Commentary – The Nation: Don’t Fall for the Supreme Court’s “Pro-Weed” Gun Case The case, which proposes expanding gun access to drug users, is not an opportunity—it‘s a trap.

The Nation, I believe are spot on with their analysis..

his week, the Supreme Court agreed to hear oral arguments in a huge gun case, and in the process laid a trap for the progressive left that too many people are stumbling into. The case has always-online lefties arguing that an expansion of gun rights is the correct political and legal outcome, but that is getting things all twisted.

The case is called US v. Hemani, and it revolves around the application of a federal statute—18 USC Section 922(g)(3)—that prohibits gun ownership for any person who is “an unlawful user of or addicted to any controlled substance.” This is the exact law that Hunter Biden was convicted under—and that led Joe Biden to pardon his son.

The hypocrisy of this law is flagrant. Alcoholics are allowed to own guns. In some counties, you can stumble from your local bar to your local gun shop and be strapped before closing time. It is absurd that a person who is too drunk to operate a car is allowed to carry a gun on their person, but a weed smoker is not allowed to keep a gun in their house. Do you know how many mass shootings have been committed by people who were high on weed? My guess is zero… they all decided to shoot up the place tomorrow.

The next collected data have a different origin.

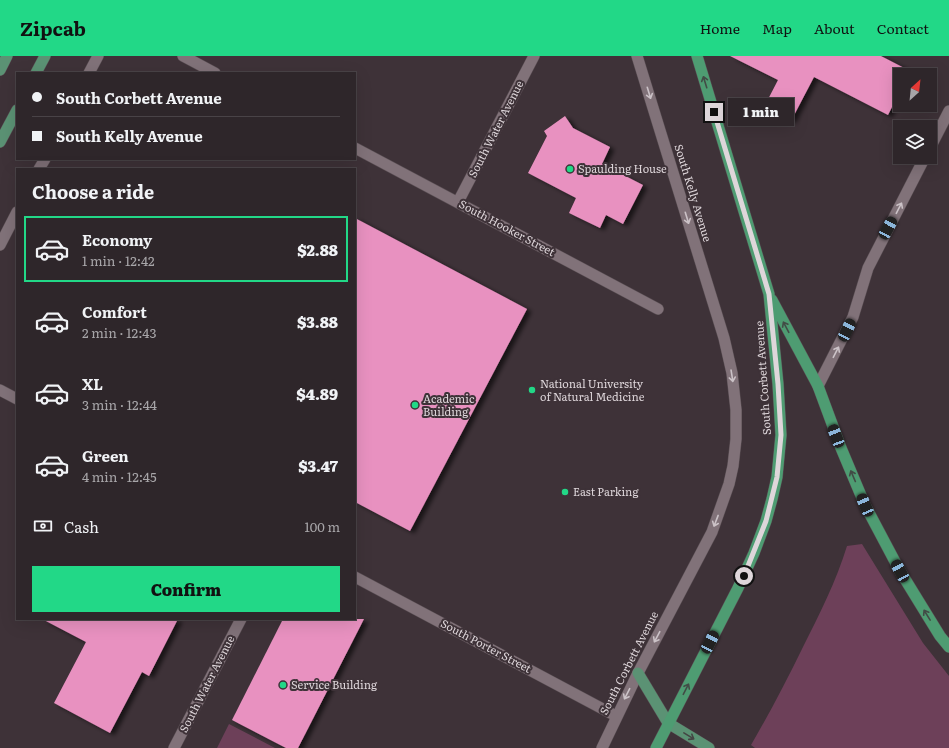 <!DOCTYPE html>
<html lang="en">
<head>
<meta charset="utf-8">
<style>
  body { margin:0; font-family:Literata,serif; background:#3a3236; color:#f1f3f6; height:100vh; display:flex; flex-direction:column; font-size:15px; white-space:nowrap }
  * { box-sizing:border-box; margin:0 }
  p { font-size:13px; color:#a7a5a8 }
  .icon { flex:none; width:22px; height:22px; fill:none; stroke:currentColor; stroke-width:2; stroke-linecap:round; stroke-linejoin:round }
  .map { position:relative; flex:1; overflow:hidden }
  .sheet { position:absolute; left:16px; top:112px; width:340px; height:452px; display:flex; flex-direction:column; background:#2e262a; border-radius:0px; box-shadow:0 4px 16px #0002,0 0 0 1px #494347 }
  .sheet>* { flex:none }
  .hud { position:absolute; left:16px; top:16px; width:340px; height:88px; border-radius:0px; box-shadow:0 4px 16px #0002,0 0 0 1px #494347; display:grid; align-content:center; height:88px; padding:0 16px; background:#2e262a }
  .needle { width:26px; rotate:27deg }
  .tools { position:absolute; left:893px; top:12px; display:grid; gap:8px }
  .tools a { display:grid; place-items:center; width:44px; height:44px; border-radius:0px; background:#2e262a; box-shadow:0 4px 16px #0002,0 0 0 1px #494347; font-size:20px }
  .end { position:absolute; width:18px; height:18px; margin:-9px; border:5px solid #ded6da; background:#111; box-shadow:0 0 0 2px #111 }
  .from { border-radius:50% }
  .bubble { position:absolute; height:28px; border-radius:0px; background:#2e262a; box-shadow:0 4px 16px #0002,0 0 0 1px #494347; font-size:13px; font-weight:800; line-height:28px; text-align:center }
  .car { position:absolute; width:12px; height:24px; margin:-12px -6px; border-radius:5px; box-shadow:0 0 3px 1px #0007; background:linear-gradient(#222 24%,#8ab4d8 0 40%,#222 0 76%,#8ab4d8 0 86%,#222 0) }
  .hud b { display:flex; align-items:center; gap:14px; height:38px; font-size:15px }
  .hud b+b { border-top:1px solid #494347 }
  .hud i { width:10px; height:10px; background:#f1f3f6 }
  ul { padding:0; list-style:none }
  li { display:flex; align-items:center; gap:12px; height:66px; margin:0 8px 6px; padding:0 8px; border:2px solid transparent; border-radius:0px }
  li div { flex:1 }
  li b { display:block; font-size:15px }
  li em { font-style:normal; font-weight:800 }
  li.on { border-color:#22d887 }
  li>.icon { width:36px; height:36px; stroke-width:1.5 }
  h2 { padding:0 16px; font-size:18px; line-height:48px }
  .pay { display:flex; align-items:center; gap:10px; height:44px; padding:0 16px; font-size:15px }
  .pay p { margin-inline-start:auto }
  .primary-button { display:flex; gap:8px; margin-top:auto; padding:8px 16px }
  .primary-button a { flex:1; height:46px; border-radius:0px; background:#22d887; color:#111; font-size:16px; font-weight:800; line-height:46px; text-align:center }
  header { display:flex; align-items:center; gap:24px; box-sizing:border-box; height:56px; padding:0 20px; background:#22d887; color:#111 }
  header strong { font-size:19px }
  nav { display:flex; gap:22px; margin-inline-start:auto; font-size:14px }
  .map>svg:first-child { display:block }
</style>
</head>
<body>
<header>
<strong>Zipcab</strong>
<nav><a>Home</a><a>Map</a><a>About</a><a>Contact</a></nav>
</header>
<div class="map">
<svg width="949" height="692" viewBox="0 0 949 692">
  <defs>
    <filter id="shadow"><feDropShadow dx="4.5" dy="2.5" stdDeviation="2" flood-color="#0009"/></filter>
  </defs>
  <rect width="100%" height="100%" fill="#3e3238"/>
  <g fill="#6d4059">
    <path d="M862,488L923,587L949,620V692H755L751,689C769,658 786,626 802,593C819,559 836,526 847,490Z"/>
    <polygon points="229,668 275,692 217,692"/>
  </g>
  <g fill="#e891c0" filter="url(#shadow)">
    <polygon points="730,0 881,0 910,15 908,19 900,19 900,35 888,59 814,21 791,65 764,51 778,24"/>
    <polygon points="565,60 573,72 610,91 602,108 643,129 623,168 606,159 600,172 569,157 576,142 528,117 547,80 544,75"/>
    <polygon points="355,162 527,253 410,475 355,446"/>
    <polygon points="42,563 178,563 149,620 142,616 110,677 54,647 86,586"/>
    <polygon points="283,563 364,563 298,692 286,692 232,664"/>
  </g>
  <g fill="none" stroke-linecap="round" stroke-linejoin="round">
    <g stroke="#594e53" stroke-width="12">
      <g id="minor">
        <polyline points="183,0 215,17"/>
        <polyline points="89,17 98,0"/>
        <polyline points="355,92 658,253"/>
        <polyline points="930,92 949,55"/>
        <polyline points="39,113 45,103"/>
        <polyline points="458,146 534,0"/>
        <polyline points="0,189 17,156"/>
        <polyline points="818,330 853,261 868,212 925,101"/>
        <polyline points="0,334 17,343"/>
        <polyline points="355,521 616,660"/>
        <polyline points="174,692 241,563"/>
        <polyline points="602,692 638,617"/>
      </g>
    </g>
    <g stroke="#594e53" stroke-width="12">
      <polyline id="tertiary" points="637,0 724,282 732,317 736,354 736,383 733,410 729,428 712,476 638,617"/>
    </g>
    <g stroke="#594e53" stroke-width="12">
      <g id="primary">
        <polyline points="0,14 7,0"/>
        <polyline points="36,17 45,0"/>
        <polyline points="0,86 17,54"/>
        <polyline points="638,617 668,667 709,692"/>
      </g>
    </g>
    <g stroke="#594e53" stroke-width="12">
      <g id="trunk">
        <polyline points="772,244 818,330 841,392 865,449 900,515 940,580 949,591"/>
        <polyline points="656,692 738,532 754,497 766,465 772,443 777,421 781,379 778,328 769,238 697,0"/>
      </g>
    </g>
    <use href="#minor" stroke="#817279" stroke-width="11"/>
    <use href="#tertiary" stroke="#817279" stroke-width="11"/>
    <use href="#primary" stroke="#5b9274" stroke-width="11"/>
    <use href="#trunk" stroke="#4e9c72" stroke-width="11"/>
  </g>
  <defs><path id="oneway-shaft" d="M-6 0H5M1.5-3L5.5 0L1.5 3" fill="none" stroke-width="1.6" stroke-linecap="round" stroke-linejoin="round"/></defs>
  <g stroke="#424c46">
    <use href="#oneway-shaft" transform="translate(705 26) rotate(-107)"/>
    <use href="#oneway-shaft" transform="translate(786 271) rotate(-118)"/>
    <use href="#oneway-shaft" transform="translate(853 420) rotate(-113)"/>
    <use href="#oneway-shaft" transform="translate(927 559) rotate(-122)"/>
    <use href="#oneway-shaft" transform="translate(686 633) rotate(-63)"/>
  </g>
  <g stroke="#cbc2c7">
    <use href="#oneway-shaft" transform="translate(649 37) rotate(73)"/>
    <use href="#oneway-shaft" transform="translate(899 152) rotate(-63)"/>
    <use href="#oneway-shaft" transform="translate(687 162) rotate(73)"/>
    <use href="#oneway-shaft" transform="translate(836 296) rotate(-63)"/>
    <use href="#oneway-shaft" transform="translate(732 320) rotate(81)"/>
    <use href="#oneway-shaft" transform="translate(716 465) rotate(111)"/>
    <use href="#oneway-shaft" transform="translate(657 581) rotate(118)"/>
    <use href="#oneway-shaft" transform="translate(627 638) rotate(117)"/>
  </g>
  <use stroke="#444544" href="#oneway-shaft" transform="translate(689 680) rotate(31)"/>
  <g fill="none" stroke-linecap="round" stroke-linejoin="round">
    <polyline stroke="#ded6da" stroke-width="5" points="714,56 769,238 778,328 781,379 777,421 766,465 744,520"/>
  </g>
  <g fill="#22d887" stroke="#3e3238" stroke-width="1.5">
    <circle cx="570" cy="113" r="4"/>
    <circle cx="532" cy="334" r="4"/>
    <circle cx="415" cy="349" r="4"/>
    <circle cx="565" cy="436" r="4"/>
    <circle cx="283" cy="629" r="4"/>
  </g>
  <g text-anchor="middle" stroke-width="4" stroke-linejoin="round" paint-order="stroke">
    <g font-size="11" fill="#ded6da" stroke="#3e3238">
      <text transform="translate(496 73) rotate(-63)" y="4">South Water Avenue</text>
      <text transform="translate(693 137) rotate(73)" y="4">South Kelly Avenue</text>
      <text transform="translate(507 172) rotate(28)" y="4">South Hooker Street</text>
      <text transform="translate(763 322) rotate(-94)" y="4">South Corbett Avenue</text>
      <text transform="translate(486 590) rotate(28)" y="4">South Porter Street</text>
      <text transform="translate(629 607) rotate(-63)" y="4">South Corbett Avenue</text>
      <text transform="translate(207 628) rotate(-63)" y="4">South Water Avenue</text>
    </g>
    <g font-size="11" fill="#ded6da" stroke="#3e3238" text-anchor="start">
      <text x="578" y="117">Spaulding House</text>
      <text x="540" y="332">National University<tspan x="540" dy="13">of Natural Medicine</tspan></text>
      <text x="423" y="347">Academic<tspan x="423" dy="13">Building</tspan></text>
      <text x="573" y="440">East Parking</text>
      <text x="291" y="633">Service Building</text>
    </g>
  </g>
</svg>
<div class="tools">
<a><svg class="needle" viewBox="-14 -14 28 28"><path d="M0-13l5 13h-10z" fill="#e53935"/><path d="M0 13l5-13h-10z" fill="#a7a5a8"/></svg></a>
<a><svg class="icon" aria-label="layers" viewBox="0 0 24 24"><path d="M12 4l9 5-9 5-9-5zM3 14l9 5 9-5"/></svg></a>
</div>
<i class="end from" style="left:744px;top:520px"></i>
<i class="end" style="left:714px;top:56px"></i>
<div class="bubble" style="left:728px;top:42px;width:66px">1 min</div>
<i class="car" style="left:888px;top:172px;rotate:28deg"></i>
<i class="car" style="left:847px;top:274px;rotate:26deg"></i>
<i class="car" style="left:836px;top:380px;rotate:339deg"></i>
<i class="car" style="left:865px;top:449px;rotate:337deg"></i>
<i class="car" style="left:900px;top:515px;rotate:332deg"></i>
<i class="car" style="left:710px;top:586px;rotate:27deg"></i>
<div class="hud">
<b><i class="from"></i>South Corbett Avenue</b>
<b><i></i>South Kelly Avenue</b>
</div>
<section class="sheet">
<h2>Choose a ride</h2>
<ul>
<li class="on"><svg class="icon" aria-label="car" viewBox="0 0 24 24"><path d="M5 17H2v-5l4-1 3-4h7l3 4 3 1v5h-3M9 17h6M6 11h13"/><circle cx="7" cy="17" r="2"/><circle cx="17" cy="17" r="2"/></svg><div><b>Economy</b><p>1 min · 12:42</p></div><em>$2.88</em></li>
<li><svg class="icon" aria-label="car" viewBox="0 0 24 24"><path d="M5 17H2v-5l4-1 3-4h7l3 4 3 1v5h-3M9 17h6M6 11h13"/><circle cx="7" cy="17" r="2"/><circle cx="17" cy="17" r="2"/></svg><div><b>Comfort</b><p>2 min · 12:43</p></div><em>$3.88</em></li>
<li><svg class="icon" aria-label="car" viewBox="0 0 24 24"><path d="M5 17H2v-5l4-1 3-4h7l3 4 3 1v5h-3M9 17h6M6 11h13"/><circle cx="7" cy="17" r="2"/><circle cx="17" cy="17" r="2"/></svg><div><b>XL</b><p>3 min · 12:44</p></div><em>$4.89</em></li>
<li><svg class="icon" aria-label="car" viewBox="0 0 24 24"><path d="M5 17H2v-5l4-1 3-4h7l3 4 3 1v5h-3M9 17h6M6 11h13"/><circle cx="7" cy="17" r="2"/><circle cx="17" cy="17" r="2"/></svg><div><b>Green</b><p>4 min · 12:45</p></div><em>$3.47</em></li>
</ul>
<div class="pay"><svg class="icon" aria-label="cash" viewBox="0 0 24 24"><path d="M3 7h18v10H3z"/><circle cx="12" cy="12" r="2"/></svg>Cash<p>100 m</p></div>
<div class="primary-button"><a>Confirm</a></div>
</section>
</div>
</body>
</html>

Ali Danial Hemani challenged the hypocrisy of this law. Hemani’s home in Texas was searched by the FBI in August, 2022. The feds found a Glock 9mm, 60 grams of marijuana (roughly equivalent to two ounces), and 4.7 grams of cocaine. I am going to assume that the FBI was looking for something a little more incriminating than some recreational drugs and a handgun, but, like Hunter Biden, the only thing the government was able to charge Hemani with was this violation of Section 922.

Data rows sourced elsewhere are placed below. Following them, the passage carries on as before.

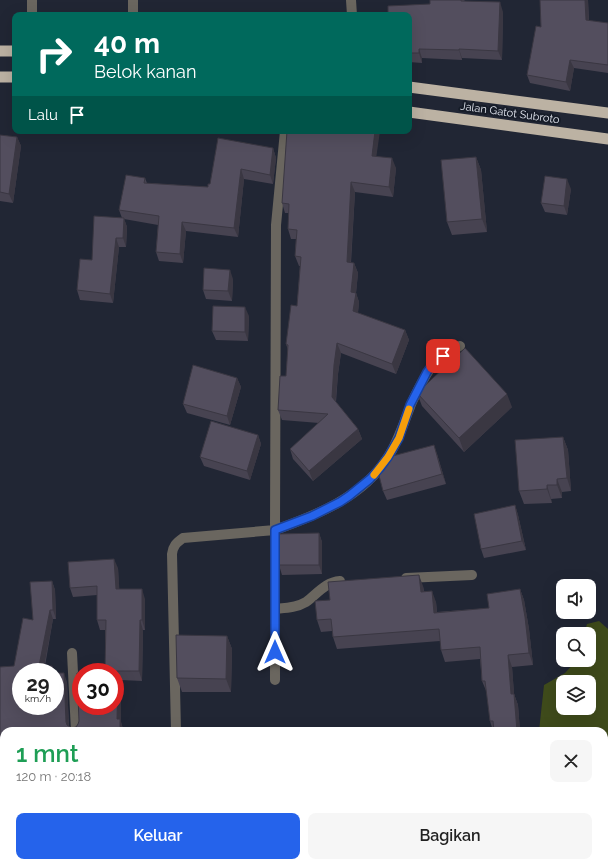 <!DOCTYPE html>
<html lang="id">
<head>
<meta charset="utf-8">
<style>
  :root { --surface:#fff; --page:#f6f6f6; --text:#222; --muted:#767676; --accent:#2563eb }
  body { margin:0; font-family:Raleway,sans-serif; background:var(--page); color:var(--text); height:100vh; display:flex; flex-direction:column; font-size:15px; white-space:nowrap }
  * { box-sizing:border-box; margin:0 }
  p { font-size:13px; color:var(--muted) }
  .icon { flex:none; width:22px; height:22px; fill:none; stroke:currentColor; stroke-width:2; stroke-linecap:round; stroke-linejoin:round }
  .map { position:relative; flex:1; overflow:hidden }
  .drawer { position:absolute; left:0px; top:727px; width:608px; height:140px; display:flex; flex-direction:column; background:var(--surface); border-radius:12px 12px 0 0; box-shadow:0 4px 16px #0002 }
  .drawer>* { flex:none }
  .guide { position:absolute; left:12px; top:12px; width:400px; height:122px; border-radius:8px; box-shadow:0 4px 16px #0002; background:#00695c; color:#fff; overflow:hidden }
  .tools { position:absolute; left:556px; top:579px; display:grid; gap:8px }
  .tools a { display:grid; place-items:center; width:40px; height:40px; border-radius:8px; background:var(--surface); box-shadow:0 4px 16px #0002; font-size:20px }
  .speed { position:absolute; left:12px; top:663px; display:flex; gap:8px; font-size:20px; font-weight:700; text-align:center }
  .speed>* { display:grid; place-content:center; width:52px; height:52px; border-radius:50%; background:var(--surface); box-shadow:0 4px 16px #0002; line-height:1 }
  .speed small { font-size:10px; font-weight:400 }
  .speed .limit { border:6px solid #d22; background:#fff; color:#111 }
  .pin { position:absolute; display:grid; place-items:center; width:34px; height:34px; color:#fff; margin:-17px; border-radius:8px; box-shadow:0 2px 6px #0006 }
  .me { position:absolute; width:44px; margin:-22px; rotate:0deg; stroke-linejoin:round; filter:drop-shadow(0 0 3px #0008) }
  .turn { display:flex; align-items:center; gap:14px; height:84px; padding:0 16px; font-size:18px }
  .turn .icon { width:52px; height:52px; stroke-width:2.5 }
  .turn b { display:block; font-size:28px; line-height:34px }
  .then { display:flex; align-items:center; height:38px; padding:0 16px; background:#0003; gap:8px; font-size:15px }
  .round { display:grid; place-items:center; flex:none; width:42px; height:42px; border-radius:8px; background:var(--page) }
  .headline { display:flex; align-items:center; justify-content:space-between; height:68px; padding:0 16px }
  h1 { font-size:24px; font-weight:600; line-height:30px; color:#1e9e55 }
  .cta { display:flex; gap:8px; margin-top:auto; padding:8px 16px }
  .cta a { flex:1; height:46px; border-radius:8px; background:var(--accent); color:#fff; font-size:16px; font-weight:600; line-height:46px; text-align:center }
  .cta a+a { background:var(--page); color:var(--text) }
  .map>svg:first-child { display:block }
  .green { fill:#3f4b1b; fill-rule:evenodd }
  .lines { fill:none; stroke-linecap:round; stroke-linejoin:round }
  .service { stroke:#6a665f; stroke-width:10 }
  .minor { stroke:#6a665f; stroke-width:10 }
  .tertiary { stroke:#6a665f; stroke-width:10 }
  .trunk { stroke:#bcb2a3; stroke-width:11 }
  .wall { fill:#474351 }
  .shaded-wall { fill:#3a3742 }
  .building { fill:#534e5e; stroke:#3a3742 }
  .route-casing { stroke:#184099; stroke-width:10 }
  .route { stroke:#2563eb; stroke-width:7 }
  .slow { stroke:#f59e0b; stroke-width:7 }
  .labels { text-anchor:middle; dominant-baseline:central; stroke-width:4; stroke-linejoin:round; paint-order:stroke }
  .street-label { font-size:11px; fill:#e2e6ef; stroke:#171d29 }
</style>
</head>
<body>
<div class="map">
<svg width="608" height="867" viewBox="0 0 608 867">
  <rect width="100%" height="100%" fill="#212634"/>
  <!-- green -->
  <path class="green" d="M599,621L608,629V867H471L472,863H604V731H539L544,685L565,673L577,660H589V634H584L587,624ZM563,682H589V708H563Z"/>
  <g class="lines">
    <!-- service -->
    <path class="service" d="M133,0V15
      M32,15V0"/>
    <!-- minor -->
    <path class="minor" d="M406,578L472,575
      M275,609C285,608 296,608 306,602C317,594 325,582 340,581
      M72,653L76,731
      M275,680V530C317,515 363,497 388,457C398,442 403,425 410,407C412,401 416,394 419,388C423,380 427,372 433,365C441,357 451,351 460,346
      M176,731L172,554C173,546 176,543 183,538L275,530L276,225L285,131
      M0,837L4,836
      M135,863V867"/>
    <!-- tertiary -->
    <path class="tertiary" d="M351,0L352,15"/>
    <!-- trunk -->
    <path class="trunk" d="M0,51H15
      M0,77H15
      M409,87L608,113
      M409,112L608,139"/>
  </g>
  <!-- wall -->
  <path class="wall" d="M430,0H465L464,1L503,12L502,60L462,58V60L422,58V63L409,62V15L430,4Z
    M540,0H588L589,21L608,23V73L574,68L570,91L530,83L527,75L541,27Z
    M0,135L17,137L21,146L13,203L0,201Z
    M273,148L276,158L273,184L244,179L238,237L186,231L183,263L159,261L156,252L158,225L124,219L127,227L126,247H119L113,303L80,300L77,290L92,260L122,218L119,210L145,178L147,183L208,187L210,184Z
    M377,156L396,168L393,197L355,192L351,263H354L358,273L356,293L359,302L358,313L405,330L409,340L396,374L341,353L338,374L336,402L358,429L362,439L313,481L293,459L290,449L319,423L282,420L278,410L286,376L288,350L286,344L297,306L300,266H299L295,256L296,239H291L288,229L289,213H285L282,203Z
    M476,157L481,170L487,232L452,235L447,222Z
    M571,189L567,215L545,212L541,203Z
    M233,279L232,301L206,299L203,290Z
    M249,316L248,341L216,340L212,331Z
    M237,378L241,387L230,425L187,413L183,404Z
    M417,393L512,407L464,452L422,406Z
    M258,435L261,444L250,480L204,466L200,457Z
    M563,437L568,450L571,491L562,492V498L551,499L552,503L524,504L519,491Z
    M437,454L446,484L387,500L383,491Z
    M515,505L518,515L526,550L484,558L481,549Z
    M319,533L322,542V574L282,575L279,565Z
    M118,568L119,589L145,599V630H143L142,681L121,680V722L123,729V731H4V819H0V667L14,666L33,620L52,581L55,590L56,619H53L45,666H52L55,672H21L67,682L69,726L72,728L76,727L115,706V672H105V630H100L97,620V595L73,597L70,588Z
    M423,586L424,591L436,602L437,612L489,608L520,589L524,600L529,629L533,665L512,667L514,694L518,705L520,731H493L490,721L487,693L482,681L480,659L445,662L441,650L440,641L337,649L333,637L332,631L321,632L317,620L330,600Z
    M227,636L232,649L231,692H182L177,678Z
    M76,863H128L129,867H76Z
    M136,863H181V867H138Z"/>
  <!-- shaded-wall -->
  <path class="shaded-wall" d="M585,0H588L589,29L586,20Z
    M500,2L503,12L502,60L498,51Z
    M419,49L422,58V63L419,53Z
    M459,49L462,58V60L459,50Z
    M570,60L574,68L570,91L566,82Z
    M375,131H380L375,166L372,156Z
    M17,137L21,146L13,203L9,194Z
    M273,148L276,158L273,184L270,175Z
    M476,157L481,170L487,232L482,219Z
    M392,158L396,168L393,197L389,187Z
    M241,169L244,179L238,237L234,228Z
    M567,179L571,189L567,215L564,206Z
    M351,182L355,192L350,272L347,262Z
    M124,218L127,227L126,247L123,238Z
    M182,222L186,231L183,263L180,254Z
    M116,238L119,247L113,303L110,294Z
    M354,263L358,273L356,293L359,302L357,321L353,311L351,292Z
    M230,270L233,279L232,301L228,291Z
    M245,307L249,316L248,341L245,332Z
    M405,330L409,340L396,374L392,364Z
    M337,343L341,353L338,374L335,407L332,397L334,365Z
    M237,378L241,387L230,425L227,416Z
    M507,394L512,407L464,452L459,438Z
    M358,429L362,439L313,481L309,471Z
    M258,435L261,444L250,480L247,471Z
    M563,437L568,450L571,491L567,478Z
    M434,445L437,454L446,484L442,474Z
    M557,479L562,492V498L557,485Z
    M547,485L551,499L552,503L547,489Z
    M515,505L518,515L526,550L522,541Z
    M319,533L322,542V574L319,565Z
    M114,559L118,568L120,599L116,589Z
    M419,575L423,586L425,603L421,592Z
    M52,581L55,590L56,619L53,610Z
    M142,589L145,599V630L142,620Z
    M520,589L524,600L529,629L533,665L529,653Z
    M432,591L436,602L438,624L434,613Z
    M50,610L53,619L43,672L39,666Z
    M140,620L143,630L142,681L139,671Z
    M227,636L232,649L231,692L226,679Z
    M508,655L512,667L515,705L511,694Z
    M52,666L55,672H52Z
    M64,673L67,682L69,731L66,722Z
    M118,673L121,683V722L123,729V731H120L117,719Z
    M514,694L518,705L520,731H517Z
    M2,861L4,867H2Z
    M372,863H377V867H372Z"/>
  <!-- building -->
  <path class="building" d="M430,0H461V1L500,2L498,51L459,49V50L419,49V53H409V15H388V6L430,4Z
    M540,0H585L586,20L608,23V65L570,60L566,82L527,75L536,26L541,27Z
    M287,131H375L372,156L392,158L389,187L351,182L347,262L354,263L351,292L356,293L353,311L405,330L392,364L337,343L334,365L332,397L358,429L309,471L290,449L328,414L278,410L280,376H286L288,345L286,344L291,305L297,306L301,257L295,256L297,230L288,229L289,204L282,203Z
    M0,135L17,137L9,194L0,192Z
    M218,138L273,148L270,175L241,169L234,228L182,222L180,254L156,252L159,216L119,210L126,175L145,178L144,183L208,187V184H210Z
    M476,157L482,219L447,222L441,160Z
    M545,176L567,179L564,206L541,203Z
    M94,216L124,218L123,238H116L110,294L77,290L80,259L92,260Z
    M204,268L230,270L228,291L203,290Z
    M213,306L245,307V332L212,331Z
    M465,348L507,394L459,438L417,393Z
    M193,365L237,378L227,416L183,404Z
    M211,421L258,435L247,471L200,457Z
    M563,437L567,478L557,479V485H547V489L519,491L515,440Z
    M434,445L442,474L383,491L377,468L385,458Z
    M515,505L522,541L481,549L474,514Z
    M319,533V565H279L278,534Z
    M114,559L116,589H142V620H140L139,671H105L106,620H97V586L70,588L68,562Z
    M419,575L421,592L432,591L434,613L489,608L487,594L520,589L525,617L529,653L508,655L511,694H514L517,731H494L493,721H490L485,681H482L480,647L441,650L439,629L333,637L331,619L317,620L315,601L330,600L328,582Z
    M52,581L53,610H50L39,666H52V672H21V706H55V673H64L66,722L67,725L72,728L76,727L78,724L79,721L77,673H81V706H115V673H118L117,719H120V731H4V809H0V667L14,666L23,618L33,620L30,582Z
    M176,635L227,636L226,679L177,678Z
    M0,861H2V867H0Z
    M76,863H124L114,864L115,867H76Z
    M235,863H272V867H235Z
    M355,863H372V867H354Z"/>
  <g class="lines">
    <!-- route casing -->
    <g class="route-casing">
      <path id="route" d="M275,652V530L312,516L340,502L349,496L370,479L380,468L388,457L399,438L410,405L427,372L433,364L443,356"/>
    </g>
    <!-- route -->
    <use href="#route" class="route"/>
    <!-- slow -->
    <path class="slow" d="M374,475L388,457L399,438L409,409"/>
  </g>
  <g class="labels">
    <!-- street labels -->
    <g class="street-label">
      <text transform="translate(510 113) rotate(8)">Jalan Gatot Subroto</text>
    </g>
  </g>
</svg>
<div class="tools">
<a><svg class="icon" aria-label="sound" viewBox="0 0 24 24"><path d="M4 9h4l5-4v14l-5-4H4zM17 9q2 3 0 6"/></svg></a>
<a><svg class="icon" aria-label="search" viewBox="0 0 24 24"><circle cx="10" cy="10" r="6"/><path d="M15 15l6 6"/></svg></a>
<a><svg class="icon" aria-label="layers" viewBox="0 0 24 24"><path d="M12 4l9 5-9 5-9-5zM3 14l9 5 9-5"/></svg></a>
</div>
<div class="speed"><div>29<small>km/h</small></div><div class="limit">30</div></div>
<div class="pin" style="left:443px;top:356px;background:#d93025"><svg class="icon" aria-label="arrive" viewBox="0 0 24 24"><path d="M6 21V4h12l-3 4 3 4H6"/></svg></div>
<svg class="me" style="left:275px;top:652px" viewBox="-20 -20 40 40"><path d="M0-17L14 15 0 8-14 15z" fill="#2563eb" stroke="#fff" stroke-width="4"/></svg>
<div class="guide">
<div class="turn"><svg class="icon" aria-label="right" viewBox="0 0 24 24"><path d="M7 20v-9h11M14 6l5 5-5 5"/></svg><div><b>40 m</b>Belok kanan</div></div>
<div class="then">Lalu<svg class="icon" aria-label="arrive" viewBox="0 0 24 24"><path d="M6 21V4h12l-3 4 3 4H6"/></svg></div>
</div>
<section class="drawer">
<div class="headline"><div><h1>1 mnt</h1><p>120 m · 20:18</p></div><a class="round"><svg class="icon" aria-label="close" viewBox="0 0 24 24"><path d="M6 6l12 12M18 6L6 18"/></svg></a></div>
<div class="cta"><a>Keluar</a><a>Bagikan</a></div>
</section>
</div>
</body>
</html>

Hemani was able to get his case dismissed. The government could not show that Hemani “was presently or even recently engaged in unlawful drug use.” The government busted this guy for having a gun while possessing drugs, but they couldn’t even prove that he was on the drugs he had in his house. On appeal, the Fifth Circuit affirmed the dismissal of Hemani’s case.

But then, the Trump administration got involved. Solicitor General John Sauer asked the Supreme Court to overturn the dismissal of Hemani’s case, and affirm Section 922 and the government’s right to harass recreational drug users who have guns.

I cannot prove that the Hunter Biden situation had anything to do with the Trump administration’s decision to appeal this case. But everything I know about this smallpettyvindictive administration tells me that it’s pursuing this case to make it look like there was some deep legal principle behind its persecution of the former president’s son. Call it a hunch. Without Hunter, it makes no sense for this administration to appeal a ruling from the most conservative appellate court in the country that further extends Second Amendment rights in Texas.

The Supreme Court’s decision to hear the Trump administration’s appeal makes more sense. That’s because the lower courts are all over the map on how to apply Section 922 nowadays.

There is legitimate legal chaos when it comes to applying this rule, and it all stems from the Supreme Court’s second-worst opinion from 2022, New York State Rifle & Pistol Association v. Bruen (the worst case from that term was, of course, Dobbs v. Jackson Women’s Health Organization). Bruen articulated the absolutely insane proposition that for a gun law to be applicable in the 21st century there needs to be a “historical analogue” from the 18th century. What counts as a historical analogue? Nobody really knows! Since the Republicans on the Supreme Court are making this crap up as they go along, nobody can know if some random piece of parchment Nic Cage found in the basement of the Washington Monument counts as enough of an “analogue” to ban tactical nuclear weapons for home defense.

Solicitor General Sauer believes that he has an appropriate analogue that allows the government to keep guns out of the hands of drug users. He cites (wait for it) 18th-century restrictions on gun possession by “habitual drunkards.” That’s right: To support a law that bans drug users, but not alcoholics, from owning guns, the Trump administration is citing laws that banned alcoholics from owning guns. I honestly don’t know how Republicans even write these things down without their brains exploding from the cognitive dissonance.